Name That Tune
This week’s Name That Tune was submitted by Listener Marcello. Here’s your hint: another work by this composer was used as an NTT rather recently (within the past ten Tone Prose editions.) No looking back — that’s a hint for our regular readers! 😉
As always, your goal is to provide as much accurate analysis as possible. First try to get the nationality, year, and genre, then make educated guesses about the composer and — if possible— the piece. If you know the piece immediately, send us an email at toneprose@substack.com instead of commenting so the rest of us can have fun guessing.
Last Week’s Results
Tone Prose 71
Beethoven, Piano Sonata No. 19, op. 49 no. 1
We’ve begun a new streak! Listeners Marcello and Eric emailed in with the exact piece. Listener Laurie sniffed out Beethoven right away. Joey hedged his bets between Mozart and Beethoven, but he relied on the clue to go over the edge with old Ludwig van.
This work was an early sonata (a sonatina, really) that Beethoven didn’t publish until middle age, when his brother finally talked him into it. The same is true of sonata no. 20, op. 49 no. 2. I (Will) didn’t know about these pieces until I went hunting through the sonata repertoire in preparation for writing my own.
Think you can stump your fellow Listeners? Go ahead and try!
Head to our Google Form to upload a 30-second clip of an unidentified piece of classical music for us to try to identify.
The State of the Art
Last week, Joey sent Will a text message asking his opinion about an album he’d been listening to and seeking his opinions about projects that fuse pop music and art music. They decided to take their discussion to the newsletter, leading to a wide-range discussion of musical aesthetics.

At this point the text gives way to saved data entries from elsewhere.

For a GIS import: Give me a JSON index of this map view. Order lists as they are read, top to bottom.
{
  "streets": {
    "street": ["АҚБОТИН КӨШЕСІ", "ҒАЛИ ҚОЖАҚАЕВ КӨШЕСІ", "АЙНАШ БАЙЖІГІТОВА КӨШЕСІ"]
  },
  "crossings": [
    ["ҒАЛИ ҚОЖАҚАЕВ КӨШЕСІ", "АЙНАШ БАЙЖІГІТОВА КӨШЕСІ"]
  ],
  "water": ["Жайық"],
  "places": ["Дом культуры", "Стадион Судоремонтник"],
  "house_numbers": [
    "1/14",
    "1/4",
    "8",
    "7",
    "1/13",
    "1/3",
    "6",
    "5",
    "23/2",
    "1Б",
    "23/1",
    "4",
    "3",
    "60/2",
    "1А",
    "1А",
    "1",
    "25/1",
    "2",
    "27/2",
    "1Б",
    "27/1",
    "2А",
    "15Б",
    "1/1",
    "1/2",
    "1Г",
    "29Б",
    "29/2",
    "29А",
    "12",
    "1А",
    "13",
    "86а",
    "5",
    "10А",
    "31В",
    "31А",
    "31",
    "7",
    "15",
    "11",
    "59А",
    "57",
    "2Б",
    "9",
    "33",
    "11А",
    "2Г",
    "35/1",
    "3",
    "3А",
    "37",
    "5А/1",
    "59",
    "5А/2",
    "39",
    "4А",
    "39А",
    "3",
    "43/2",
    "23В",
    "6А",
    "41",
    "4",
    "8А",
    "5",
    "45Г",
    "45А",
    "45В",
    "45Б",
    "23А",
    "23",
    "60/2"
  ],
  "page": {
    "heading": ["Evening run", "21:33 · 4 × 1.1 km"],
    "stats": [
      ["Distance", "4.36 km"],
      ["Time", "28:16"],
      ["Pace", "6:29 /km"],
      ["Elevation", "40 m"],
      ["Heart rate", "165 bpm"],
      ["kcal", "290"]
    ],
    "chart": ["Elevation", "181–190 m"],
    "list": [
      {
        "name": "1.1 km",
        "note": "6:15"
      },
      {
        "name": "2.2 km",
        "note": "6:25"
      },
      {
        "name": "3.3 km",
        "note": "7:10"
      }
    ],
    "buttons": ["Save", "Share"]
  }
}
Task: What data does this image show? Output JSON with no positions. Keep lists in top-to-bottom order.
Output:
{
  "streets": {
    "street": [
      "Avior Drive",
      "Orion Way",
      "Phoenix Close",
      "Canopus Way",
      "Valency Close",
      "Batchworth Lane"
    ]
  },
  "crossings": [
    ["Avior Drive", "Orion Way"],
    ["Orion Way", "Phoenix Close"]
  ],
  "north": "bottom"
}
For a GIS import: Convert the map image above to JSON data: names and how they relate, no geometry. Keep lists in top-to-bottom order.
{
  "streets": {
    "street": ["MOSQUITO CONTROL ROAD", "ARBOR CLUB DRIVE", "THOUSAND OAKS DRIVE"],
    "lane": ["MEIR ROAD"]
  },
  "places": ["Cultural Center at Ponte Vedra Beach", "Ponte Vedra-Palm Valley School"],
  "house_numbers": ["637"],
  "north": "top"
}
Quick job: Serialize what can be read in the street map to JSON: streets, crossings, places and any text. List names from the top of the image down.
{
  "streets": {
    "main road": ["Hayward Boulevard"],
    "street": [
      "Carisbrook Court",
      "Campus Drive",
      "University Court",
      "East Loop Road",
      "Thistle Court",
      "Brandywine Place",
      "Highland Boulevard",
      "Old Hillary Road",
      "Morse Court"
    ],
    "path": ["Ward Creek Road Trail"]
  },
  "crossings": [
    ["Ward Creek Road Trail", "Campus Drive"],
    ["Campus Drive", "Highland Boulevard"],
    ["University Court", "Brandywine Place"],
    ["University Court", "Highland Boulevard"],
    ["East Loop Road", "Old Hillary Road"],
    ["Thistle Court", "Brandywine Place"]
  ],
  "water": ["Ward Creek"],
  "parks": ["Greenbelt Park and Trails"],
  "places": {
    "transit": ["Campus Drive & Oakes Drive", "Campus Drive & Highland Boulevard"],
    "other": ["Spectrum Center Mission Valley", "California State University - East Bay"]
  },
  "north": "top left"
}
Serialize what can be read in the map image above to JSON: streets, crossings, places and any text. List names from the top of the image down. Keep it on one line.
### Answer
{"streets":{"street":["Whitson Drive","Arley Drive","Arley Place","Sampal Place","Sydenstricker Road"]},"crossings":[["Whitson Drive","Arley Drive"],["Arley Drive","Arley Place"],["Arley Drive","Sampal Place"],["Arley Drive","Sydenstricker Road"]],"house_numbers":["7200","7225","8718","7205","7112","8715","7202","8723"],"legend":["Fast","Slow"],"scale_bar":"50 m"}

Enjoy the dialogue and please weigh in with your own thoughts and opinions in the comments!
Joey: Alright, we’re doing this to talk about classical music, pop music, and everything in between, as you and I recently texted a little bit about.
I’m of the opinion that mainstream Western Art Music (WAM) hit a wall in the 20th century when some composers decided to divorce their work completely and purposefully from tonality. As much as I love some of the music of Schoenberg and his circle of followers, the music doesn’t seem to resonate with audiences much, even a century later. Surely you agree with this to some extent?
Will: Indeed I do agree, and I would go further to say that the music created by Schoenberg’s and his cohort branched off into a new musical genre, such that “modern music” became a sibling to the music of the classical tonal tradition. It inherited certain qualities from classical music — the instruments, some musical forms, the setting in which it was heard — but it was something distinct.
Joey: Ok wow, that sounds like a whole other episode of this column — would love to hear more about that some day.
But alright, since we can agree broadly about that, I'm going to go one step forward and say that I believe that Western art music has hit such a wall with listeners because of its unwillingness to engage with new “folk music,” aka, pop music.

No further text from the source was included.